The high-sensitivity pressure sensor of the invention has the characteristics and advantages that: 1. the slight deformation of vertical direction turns into the great deformation of horizontal direction, drives the carbon nanotube film that adheres to its surface through the deformation of elastic material tensile layer and takes place the deformation, makes the slight deformation of vertical direction just can produce great resistance change, improves sensitivity. 2. The local pressure can be accurately measured in a large range by an array arrangement mode.

The background of the present invention may contain background information related to the problem or environment of the present invention and does not necessarily describe the prior art. Accordingly, the inclusion in the background section is not an admission of prior art by the applicant.

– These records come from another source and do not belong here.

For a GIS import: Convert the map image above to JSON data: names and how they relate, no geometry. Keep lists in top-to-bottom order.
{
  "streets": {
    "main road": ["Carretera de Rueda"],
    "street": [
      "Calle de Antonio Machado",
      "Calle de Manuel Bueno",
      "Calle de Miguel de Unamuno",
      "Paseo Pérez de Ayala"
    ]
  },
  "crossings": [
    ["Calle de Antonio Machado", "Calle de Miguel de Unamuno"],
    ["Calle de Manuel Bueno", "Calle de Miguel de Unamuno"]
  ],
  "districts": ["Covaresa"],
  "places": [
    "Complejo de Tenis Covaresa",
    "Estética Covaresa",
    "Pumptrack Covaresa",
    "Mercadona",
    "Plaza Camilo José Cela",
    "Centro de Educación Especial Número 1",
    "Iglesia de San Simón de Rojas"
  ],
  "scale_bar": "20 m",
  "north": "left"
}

The foregoing is a more detailed description of the invention in connection with specific/preferred embodiments and is not intended to limit the practice of the invention to those descriptions. It will be apparent to those skilled in the art that various substitutions and modifications can be made to the described embodiments without departing from the spirit of the invention, and these substitutions and modifications should be considered to fall within the scope of the invention. In the description herein, references to the description of the term "one embodiment," "some embodiments," "preferred embodiments," "an example," "a specific example," or "some examples" or the like are intended to mean that a particular feature, structure, material, or characteristic described in connection with the embodiment or example is included in at least one embodiment or example of the invention. In this specification, the schematic representations of the terms used above are not necessarily intended to refer to the same embodiment or example. Furthermore, the particular features, structures, materials, or characteristics described may be combined in any suitable manner in any one or more embodiments or examples. Various embodiments or examples and features of various embodiments or examples described in this specification can be combined and combined by one skilled in the art without contradiction. Although embodiments of the present invention and their advantages have been described in detail, it should be understood that various changes, substitutions and alterations can be made herein without departing from the scope of the claims.